··· Available data

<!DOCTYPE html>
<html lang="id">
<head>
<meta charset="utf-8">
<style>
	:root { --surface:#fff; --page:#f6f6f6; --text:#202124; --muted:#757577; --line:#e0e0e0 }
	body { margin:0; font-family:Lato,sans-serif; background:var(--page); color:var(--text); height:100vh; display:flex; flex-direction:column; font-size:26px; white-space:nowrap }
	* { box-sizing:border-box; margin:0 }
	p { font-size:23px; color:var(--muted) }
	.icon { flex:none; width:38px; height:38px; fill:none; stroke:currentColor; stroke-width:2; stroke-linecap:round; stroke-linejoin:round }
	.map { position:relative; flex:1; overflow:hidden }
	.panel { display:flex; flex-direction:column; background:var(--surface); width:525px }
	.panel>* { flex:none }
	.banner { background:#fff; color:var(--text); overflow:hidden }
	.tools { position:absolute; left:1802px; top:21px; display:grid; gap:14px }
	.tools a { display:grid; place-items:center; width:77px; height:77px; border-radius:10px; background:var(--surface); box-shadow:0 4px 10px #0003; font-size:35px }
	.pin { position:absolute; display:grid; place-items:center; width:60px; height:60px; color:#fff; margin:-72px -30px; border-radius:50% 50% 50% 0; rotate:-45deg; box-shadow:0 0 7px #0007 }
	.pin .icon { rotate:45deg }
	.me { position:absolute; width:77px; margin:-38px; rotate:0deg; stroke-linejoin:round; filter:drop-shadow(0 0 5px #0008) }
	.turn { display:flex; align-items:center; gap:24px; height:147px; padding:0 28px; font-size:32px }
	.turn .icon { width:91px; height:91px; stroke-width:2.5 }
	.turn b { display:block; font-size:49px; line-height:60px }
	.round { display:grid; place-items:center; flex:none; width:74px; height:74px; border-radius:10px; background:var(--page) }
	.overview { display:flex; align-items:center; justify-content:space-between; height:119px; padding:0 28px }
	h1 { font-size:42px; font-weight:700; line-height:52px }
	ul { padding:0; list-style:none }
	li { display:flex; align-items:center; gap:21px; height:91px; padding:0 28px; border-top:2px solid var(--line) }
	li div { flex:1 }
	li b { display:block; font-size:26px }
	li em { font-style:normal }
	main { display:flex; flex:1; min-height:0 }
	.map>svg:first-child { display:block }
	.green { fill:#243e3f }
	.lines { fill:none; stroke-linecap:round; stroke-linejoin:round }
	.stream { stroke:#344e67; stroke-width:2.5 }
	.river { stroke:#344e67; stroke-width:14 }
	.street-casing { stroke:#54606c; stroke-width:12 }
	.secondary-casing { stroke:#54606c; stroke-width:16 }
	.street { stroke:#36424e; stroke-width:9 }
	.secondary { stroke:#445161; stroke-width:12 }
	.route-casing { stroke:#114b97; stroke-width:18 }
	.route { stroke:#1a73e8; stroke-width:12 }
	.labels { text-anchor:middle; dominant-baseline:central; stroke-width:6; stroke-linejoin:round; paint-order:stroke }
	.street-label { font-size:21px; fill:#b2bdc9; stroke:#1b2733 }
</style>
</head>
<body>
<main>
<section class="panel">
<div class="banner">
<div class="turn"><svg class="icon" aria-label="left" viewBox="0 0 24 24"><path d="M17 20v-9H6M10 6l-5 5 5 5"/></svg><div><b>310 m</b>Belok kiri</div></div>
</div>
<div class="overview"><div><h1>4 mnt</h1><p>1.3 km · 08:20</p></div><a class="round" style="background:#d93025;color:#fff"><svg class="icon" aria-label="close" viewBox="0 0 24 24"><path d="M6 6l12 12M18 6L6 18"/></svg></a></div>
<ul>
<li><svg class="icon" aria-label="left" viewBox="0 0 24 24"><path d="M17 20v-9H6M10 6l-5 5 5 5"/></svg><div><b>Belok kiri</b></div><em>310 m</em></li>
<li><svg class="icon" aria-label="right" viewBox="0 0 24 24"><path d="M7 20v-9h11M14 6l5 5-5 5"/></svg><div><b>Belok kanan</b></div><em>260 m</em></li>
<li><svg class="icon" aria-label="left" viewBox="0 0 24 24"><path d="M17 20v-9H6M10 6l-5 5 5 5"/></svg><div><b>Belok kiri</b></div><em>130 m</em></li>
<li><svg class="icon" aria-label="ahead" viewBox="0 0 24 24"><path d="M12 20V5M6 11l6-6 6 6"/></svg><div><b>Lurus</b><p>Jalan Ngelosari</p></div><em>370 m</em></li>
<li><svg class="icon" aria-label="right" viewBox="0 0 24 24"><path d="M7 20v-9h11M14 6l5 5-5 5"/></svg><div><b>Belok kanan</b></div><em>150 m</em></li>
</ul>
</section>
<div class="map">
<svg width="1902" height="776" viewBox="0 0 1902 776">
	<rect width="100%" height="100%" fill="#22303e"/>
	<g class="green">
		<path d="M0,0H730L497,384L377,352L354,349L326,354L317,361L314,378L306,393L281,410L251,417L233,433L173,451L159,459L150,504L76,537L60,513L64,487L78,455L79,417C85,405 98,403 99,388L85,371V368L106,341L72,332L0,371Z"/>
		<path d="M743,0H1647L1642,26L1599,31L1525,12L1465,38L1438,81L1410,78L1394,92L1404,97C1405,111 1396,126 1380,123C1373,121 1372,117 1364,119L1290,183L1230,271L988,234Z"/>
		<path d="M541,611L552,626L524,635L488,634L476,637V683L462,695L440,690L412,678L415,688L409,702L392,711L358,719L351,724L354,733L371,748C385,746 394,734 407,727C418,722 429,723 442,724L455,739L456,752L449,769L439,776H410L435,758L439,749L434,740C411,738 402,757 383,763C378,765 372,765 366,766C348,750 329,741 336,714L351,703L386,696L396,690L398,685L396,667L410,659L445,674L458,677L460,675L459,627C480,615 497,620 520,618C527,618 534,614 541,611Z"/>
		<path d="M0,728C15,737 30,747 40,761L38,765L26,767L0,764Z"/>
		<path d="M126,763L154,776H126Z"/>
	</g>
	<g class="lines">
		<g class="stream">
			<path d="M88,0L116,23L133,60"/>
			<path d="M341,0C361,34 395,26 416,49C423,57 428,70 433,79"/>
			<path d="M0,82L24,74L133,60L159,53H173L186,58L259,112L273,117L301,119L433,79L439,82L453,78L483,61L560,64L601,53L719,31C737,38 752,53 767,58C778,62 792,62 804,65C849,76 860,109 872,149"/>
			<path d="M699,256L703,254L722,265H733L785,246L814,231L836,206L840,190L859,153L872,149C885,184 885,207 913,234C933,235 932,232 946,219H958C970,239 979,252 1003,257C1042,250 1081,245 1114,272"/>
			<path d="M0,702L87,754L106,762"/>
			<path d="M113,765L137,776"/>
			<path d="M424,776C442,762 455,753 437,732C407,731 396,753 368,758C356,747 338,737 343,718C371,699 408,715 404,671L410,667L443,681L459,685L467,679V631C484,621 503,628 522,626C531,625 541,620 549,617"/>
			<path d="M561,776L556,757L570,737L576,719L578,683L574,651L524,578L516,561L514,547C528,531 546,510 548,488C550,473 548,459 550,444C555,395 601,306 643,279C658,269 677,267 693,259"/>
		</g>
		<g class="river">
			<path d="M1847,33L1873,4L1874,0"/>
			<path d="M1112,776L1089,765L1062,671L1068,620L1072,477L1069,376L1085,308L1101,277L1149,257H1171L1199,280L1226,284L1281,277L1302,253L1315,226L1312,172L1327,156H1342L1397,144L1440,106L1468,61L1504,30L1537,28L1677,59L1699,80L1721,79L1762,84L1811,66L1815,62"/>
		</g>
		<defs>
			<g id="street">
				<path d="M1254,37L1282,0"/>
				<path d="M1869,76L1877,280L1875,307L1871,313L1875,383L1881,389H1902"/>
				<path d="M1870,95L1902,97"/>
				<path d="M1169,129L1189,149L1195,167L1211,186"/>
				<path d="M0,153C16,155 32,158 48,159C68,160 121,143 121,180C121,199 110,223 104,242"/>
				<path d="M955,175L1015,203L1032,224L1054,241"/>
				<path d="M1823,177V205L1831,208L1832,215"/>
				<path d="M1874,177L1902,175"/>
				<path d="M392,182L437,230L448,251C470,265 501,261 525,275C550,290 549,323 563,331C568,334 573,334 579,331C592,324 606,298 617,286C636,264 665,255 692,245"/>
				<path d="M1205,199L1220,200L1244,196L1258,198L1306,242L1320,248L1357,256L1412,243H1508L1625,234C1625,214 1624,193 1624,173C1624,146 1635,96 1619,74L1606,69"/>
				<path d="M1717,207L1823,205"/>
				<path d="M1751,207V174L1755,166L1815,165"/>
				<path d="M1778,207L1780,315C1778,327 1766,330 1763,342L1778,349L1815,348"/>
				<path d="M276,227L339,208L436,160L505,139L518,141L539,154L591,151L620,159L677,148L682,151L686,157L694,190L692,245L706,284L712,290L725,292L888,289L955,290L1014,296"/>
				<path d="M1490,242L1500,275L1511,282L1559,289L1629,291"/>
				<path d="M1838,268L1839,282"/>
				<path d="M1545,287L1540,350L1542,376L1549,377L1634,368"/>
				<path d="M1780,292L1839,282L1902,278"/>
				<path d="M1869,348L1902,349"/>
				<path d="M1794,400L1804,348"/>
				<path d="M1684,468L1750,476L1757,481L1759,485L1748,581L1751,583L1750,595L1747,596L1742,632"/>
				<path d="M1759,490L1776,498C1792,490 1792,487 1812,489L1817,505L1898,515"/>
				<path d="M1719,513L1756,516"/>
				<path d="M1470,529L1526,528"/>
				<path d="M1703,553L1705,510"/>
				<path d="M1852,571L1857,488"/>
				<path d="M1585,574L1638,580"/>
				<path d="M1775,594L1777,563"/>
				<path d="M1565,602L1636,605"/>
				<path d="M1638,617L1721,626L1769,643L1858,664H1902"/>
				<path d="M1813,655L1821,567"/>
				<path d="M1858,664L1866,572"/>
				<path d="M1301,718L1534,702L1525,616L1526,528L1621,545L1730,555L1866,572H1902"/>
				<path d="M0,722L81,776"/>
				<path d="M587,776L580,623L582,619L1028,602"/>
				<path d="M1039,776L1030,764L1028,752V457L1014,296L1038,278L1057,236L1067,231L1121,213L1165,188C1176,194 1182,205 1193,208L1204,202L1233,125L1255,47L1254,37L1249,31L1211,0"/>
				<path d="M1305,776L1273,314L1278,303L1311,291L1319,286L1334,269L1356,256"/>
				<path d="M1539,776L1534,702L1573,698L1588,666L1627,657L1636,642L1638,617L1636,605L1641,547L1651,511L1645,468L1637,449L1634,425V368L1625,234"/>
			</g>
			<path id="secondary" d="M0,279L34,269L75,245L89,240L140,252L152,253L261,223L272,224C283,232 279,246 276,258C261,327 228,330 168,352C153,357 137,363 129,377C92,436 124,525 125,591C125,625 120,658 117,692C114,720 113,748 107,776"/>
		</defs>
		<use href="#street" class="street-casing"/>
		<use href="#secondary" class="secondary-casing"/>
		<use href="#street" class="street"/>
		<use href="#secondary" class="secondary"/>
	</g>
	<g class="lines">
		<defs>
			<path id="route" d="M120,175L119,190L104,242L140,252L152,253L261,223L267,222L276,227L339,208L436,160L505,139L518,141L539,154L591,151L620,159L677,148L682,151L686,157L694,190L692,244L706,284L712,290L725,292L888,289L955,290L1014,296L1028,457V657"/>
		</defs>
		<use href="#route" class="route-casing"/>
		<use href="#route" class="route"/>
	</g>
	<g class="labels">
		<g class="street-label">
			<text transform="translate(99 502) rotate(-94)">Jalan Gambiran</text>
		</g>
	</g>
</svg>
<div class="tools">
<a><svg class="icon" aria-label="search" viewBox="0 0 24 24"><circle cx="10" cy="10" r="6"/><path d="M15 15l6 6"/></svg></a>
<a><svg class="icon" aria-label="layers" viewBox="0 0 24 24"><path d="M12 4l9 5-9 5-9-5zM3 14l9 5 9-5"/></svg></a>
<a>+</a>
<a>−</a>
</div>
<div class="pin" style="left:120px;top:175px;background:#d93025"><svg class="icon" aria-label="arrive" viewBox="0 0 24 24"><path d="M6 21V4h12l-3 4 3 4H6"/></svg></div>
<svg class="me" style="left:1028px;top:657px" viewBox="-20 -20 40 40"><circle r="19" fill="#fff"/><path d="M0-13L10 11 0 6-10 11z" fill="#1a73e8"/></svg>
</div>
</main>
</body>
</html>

······

Work to complete: Go through the data above and find the lines with the word "column". Copy each of those lines.

Solution to this task:
	body { margin:0; font-family:Lato,sans-serif; background:var(--page); color:var(--text); height:100vh; display:flex; flex-direction:column; font-size:26px; white-space:nowrap }
	.panel { display:flex; flex-direction:column; background:var(--surface); width:525px }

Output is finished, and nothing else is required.